Data records
------------------------

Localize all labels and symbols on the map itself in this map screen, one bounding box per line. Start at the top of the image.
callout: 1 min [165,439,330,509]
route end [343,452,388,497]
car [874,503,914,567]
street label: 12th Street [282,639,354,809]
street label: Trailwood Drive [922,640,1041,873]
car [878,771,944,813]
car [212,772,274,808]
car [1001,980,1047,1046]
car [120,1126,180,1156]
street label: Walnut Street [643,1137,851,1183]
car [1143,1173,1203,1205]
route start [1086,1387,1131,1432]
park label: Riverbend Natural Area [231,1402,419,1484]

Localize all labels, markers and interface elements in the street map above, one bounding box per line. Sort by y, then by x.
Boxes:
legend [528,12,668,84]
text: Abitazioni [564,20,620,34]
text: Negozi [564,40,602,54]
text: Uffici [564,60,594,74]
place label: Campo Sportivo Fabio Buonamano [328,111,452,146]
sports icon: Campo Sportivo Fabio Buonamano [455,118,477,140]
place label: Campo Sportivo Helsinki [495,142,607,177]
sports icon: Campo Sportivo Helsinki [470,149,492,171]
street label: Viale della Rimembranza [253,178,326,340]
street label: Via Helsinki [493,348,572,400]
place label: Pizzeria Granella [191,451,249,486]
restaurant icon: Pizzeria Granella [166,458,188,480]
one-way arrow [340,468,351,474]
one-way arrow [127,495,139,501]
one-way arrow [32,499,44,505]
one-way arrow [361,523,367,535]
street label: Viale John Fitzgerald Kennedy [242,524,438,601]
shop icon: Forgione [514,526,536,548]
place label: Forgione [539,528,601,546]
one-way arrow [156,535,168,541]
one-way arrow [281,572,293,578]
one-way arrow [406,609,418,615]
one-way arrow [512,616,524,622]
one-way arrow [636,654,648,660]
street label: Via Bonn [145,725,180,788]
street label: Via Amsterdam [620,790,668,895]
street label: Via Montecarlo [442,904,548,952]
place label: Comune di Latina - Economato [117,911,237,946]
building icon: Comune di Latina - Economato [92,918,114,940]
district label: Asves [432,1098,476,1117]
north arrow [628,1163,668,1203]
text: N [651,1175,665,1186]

------------------------

### [WORK REQUIRED]
In the records above, some lines may contain the word "bounding"; copy every one of them.

### [RESULT BELOW]
Localize all labels and symbols on the map itself in this map screen, one bounding box per line. Start at the top of the image.
Localize all labels, markers and interface elements in the street map above, one bounding box per line. Sort by y, then by x.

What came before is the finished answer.